Despite enjoying more foreign demand than any other Spanish province, Alicante has the “dubious honour” of having the biggest provincial glut of never-sold homes on the market, explains a recent article in the Spanish daily El Mundo.
8 years after the bubble burst, the property market in Alicante province, home to both the North Costa Blanca and South Costa Blanca, is still flooded with homes built during the boom years that have never found a buyer, reports El Mundo. Since 2009, Alicante has had the “dubious honour” of being the province with the biggest glut of never-sold homes weighing down on the market.
In recent years the rhythm of home sales has picked up in Alicante, in large part driven by growing foreign demand, but even this hasn’t been enough to mop up the glut and get Alicante off the top spot in the glut ranking. Alicante is the province where foreign demand is highest, with some 10,953 foreign purchases in 2015, according to data from the Registrars.

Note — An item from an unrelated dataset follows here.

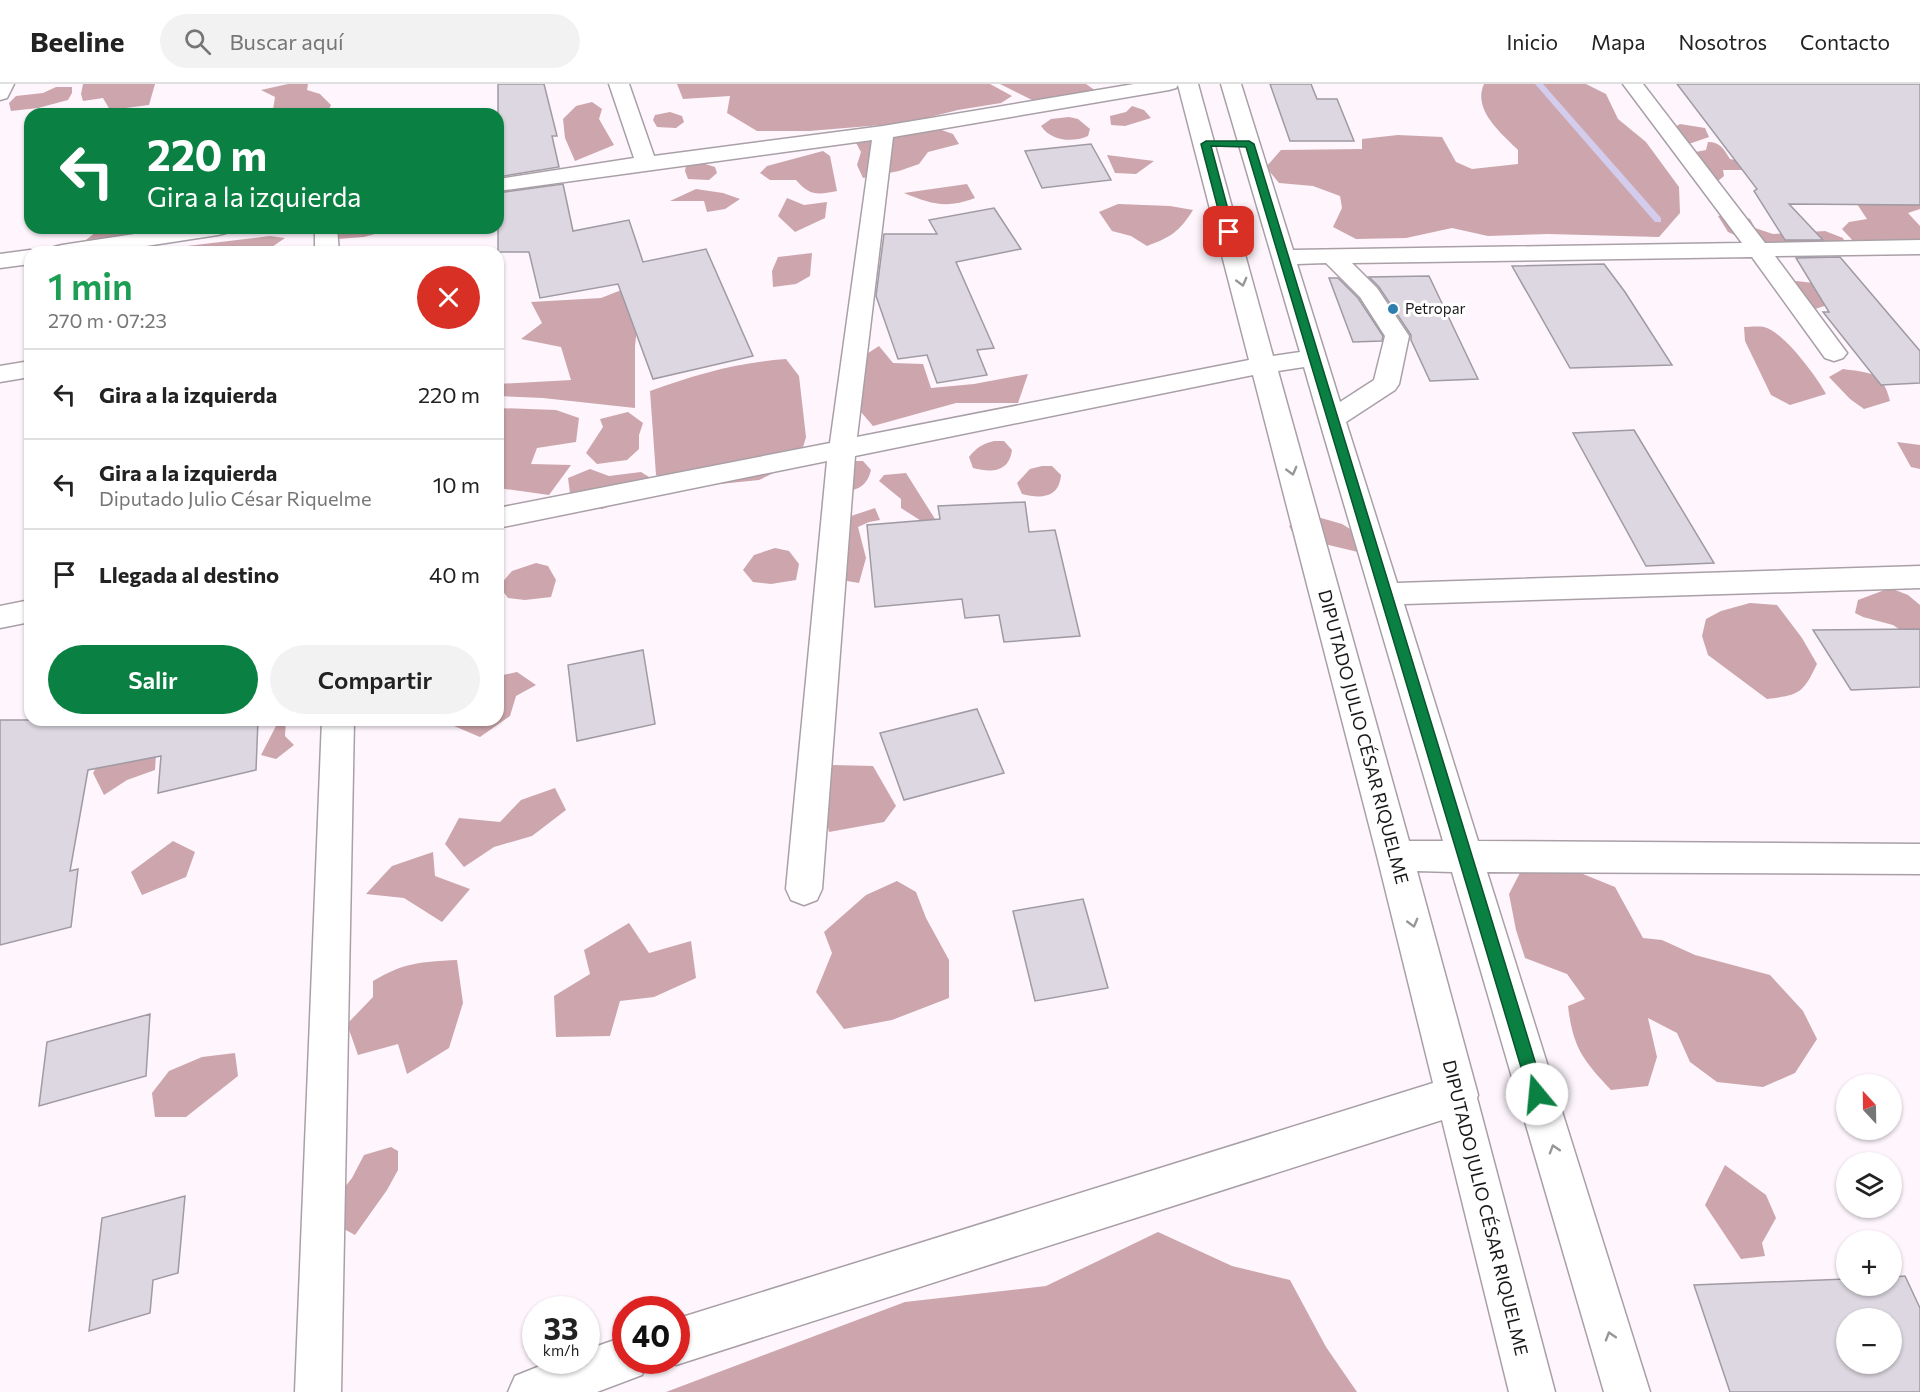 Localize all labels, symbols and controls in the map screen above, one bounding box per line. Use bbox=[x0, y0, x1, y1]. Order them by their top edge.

The glut has fallen by just 15% from its peak of 50,500 in 2010.
The excess new home inventory in Alicante is even higher than much bigger provinces like Madrid and Barcelona, where populations are much larger. According to the latest report from the Confederation of Spanish Associations of Construction Product Manufacturers (Cepco) there were 42,912 never-sold homes on the market in Alicante in Q1 of this year. That compares to 40,724 in Madrid province, and 42,074 in Barcelona province.
Alicante is not the only province in the Valencian Region with an outsized glut dragging down the market. In Castellón province, home to the Costa del Azahar, there are 26,509 never-sold homes still languishing on the market. By Autonomous region, Andalusia has the biggest glut of new homes for sale (95,306), followed by the Valencian Region with 94,083.
Looking at the glut in terms of new homes for sale per 1,000 of population, experts consider that a figure of 1,000 is manageable for the market. In Alicante the figure is 2,329, and a whopping 4,615 in Castellón.
After the Spanish property bubble burst, inland Alicante was “Ground Zero” for the resulting overhang of new homes says in the article, “in contrast with the recovery in new homes on the coast.”
The problem is that most of Alicante’s glut is in the wrong place. Many of the homes started towards the end of the boom had unattractive locations far from the coast, where there is no demand for sale or rental at current prices, perhaps at any price. It doesn’t help that banks own most of the stock, and are hanging onto them with unrealistic prices in the hope that the market picks up. Local developers have recommended demolishing part of the glut to remove its poisonous impact on the market.
There is very little inventory left for sale on the coast, where people want to buy, reports El Mundo, and new development on the coast is growing once again.
There was an interesting comment to the article by a reader explaining why the glut is not selling, whilst new homes built today are finding buyers. “This product is obsolete, which is why it doesn’t sell,” explains a reader with the username of Duplex, who sounds like a property professional. “The new developments we are doing, based on new designs, are selling like hot cakes, both on the coast of Alicante and the Mar Menor [in Murcia]. In fact, there are quite a few areas where new villas sell for more than one million euro. There is a genuine boom going on on the coast, but the buyer today doesn’t want balustrades nor tiles. That’s like trying to sell a model of car with a design from 15 years ago.”